[[ Data section, beginning ]]
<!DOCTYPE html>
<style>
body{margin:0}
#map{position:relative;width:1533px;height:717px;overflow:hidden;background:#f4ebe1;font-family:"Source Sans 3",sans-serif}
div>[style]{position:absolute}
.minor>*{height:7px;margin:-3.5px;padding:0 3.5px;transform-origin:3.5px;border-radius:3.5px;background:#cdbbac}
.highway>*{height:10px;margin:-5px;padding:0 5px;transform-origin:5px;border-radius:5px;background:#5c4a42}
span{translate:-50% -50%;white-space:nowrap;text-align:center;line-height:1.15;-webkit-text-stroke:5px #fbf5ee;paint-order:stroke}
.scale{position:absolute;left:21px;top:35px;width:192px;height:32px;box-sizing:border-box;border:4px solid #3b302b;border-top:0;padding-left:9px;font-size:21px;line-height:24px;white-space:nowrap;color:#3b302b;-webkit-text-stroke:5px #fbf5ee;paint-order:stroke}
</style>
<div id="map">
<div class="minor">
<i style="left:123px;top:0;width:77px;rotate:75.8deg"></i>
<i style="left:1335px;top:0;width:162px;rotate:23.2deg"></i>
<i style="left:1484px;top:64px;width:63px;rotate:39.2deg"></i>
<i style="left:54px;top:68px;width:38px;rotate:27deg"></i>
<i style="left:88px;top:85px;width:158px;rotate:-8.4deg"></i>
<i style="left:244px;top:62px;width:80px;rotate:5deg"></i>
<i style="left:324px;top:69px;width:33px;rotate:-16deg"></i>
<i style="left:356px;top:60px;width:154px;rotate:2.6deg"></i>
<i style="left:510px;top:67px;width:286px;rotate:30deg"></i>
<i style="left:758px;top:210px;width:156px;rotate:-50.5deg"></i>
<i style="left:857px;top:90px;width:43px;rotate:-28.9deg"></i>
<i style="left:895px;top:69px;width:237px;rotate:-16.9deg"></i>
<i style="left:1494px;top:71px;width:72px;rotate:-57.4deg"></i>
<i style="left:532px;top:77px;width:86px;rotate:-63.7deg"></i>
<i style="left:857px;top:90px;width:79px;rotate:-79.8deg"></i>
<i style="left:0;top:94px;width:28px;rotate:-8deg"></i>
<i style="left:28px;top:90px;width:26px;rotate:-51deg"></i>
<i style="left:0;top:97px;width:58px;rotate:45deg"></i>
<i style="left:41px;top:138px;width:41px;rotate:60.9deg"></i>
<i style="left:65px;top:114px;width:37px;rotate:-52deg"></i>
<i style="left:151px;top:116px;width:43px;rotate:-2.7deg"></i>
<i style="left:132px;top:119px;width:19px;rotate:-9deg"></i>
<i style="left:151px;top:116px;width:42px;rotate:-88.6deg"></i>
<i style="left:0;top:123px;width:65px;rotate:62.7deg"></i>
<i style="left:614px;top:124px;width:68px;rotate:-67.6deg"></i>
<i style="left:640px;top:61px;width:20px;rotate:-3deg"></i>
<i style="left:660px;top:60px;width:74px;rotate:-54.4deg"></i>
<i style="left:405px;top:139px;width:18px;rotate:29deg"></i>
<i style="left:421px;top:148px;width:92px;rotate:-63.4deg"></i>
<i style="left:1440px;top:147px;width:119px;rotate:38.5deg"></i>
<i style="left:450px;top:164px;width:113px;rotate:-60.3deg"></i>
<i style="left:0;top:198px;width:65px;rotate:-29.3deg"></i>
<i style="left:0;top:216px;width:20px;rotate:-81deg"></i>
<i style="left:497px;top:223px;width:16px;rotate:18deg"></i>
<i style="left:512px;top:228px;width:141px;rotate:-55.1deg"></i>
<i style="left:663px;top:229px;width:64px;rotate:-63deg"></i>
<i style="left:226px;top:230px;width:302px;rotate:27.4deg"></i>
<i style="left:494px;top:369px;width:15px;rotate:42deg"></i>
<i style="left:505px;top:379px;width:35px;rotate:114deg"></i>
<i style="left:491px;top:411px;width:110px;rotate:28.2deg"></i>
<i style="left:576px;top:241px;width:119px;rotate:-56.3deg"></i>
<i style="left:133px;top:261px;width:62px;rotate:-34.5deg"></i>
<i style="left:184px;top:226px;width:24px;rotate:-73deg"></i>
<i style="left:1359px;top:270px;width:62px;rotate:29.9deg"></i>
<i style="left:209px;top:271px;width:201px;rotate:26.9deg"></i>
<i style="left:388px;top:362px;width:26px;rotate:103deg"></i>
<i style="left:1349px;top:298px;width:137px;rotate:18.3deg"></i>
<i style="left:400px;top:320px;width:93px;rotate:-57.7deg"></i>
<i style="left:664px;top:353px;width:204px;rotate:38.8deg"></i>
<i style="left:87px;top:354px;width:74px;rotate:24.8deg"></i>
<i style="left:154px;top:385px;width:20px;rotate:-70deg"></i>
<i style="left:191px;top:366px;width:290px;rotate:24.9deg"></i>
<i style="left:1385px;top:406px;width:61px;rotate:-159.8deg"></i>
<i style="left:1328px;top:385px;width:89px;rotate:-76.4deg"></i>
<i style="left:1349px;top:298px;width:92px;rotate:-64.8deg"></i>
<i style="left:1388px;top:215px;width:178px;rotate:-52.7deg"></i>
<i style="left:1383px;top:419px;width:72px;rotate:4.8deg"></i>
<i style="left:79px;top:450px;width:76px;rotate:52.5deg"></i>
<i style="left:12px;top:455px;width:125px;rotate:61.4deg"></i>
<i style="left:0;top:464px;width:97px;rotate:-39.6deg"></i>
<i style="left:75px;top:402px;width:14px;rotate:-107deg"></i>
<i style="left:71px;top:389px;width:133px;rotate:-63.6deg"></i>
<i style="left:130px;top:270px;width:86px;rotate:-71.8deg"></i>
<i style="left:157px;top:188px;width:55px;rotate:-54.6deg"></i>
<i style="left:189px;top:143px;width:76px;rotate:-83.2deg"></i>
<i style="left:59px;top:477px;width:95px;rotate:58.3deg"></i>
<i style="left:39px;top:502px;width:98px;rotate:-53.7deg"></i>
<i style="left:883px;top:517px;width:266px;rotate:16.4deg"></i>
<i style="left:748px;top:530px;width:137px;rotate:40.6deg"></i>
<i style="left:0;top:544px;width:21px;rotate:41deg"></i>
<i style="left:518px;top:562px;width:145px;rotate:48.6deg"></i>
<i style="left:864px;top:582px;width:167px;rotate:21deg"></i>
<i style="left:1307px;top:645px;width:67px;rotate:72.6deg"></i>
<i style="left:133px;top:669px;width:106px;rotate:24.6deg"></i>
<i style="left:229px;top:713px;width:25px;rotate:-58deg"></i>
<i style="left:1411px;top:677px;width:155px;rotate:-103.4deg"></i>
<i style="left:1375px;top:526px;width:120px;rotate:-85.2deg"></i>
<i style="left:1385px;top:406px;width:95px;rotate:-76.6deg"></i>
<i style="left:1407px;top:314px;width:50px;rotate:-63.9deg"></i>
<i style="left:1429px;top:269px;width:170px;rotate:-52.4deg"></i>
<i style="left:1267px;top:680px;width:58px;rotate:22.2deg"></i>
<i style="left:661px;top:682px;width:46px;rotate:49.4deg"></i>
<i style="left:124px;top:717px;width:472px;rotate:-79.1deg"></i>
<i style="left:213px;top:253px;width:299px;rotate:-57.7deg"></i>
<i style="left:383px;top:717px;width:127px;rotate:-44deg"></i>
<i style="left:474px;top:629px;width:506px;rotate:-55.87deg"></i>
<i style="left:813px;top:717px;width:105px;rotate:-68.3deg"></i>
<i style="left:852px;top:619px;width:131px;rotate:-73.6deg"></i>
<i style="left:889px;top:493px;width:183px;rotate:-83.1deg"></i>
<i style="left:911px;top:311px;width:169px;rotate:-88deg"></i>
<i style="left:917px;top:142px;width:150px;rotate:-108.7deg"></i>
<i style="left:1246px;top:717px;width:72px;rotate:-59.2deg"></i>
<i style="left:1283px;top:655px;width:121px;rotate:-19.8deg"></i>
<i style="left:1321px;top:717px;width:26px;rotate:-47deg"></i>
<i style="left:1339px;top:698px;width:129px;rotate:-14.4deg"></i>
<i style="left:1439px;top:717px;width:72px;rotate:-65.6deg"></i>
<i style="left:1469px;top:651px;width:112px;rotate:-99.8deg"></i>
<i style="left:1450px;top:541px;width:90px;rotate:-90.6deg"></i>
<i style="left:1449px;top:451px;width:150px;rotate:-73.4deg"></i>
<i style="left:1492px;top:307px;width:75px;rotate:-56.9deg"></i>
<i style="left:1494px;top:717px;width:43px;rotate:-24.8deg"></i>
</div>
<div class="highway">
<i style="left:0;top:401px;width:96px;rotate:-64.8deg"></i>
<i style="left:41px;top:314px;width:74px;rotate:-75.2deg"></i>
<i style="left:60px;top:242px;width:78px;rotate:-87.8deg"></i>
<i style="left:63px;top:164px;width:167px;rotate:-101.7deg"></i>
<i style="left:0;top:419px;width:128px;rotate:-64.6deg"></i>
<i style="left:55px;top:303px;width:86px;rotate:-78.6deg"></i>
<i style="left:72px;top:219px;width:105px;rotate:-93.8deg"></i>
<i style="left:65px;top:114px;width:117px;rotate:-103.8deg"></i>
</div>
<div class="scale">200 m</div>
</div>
[[ Data section, end ]]
● **Assigned task**:
Which lines above contain "border"? Show each of them.

● **Finished exercise**:
.minor>*{height:7px;margin:-3.5px;padding:0 3.5px;transform-origin:3.5px;border-radius:3.5px;background:#cdbbac}
.highway>*{height:10px;margin:-5px;padding:0 5px;transform-origin:5px;border-radius:5px;background:#5c4a42}
.scale{position:absolute;left:21px;top:35px;width:192px;height:32px;box-sizing:border-box;border:4px solid #3b302b;border-top:0;padding-left:9px;font-size:21px;line-height:24px;white-space:nowrap;color:#3b302b;-webkit-text-stroke:5px #fbf5ee;paint-order:stroke}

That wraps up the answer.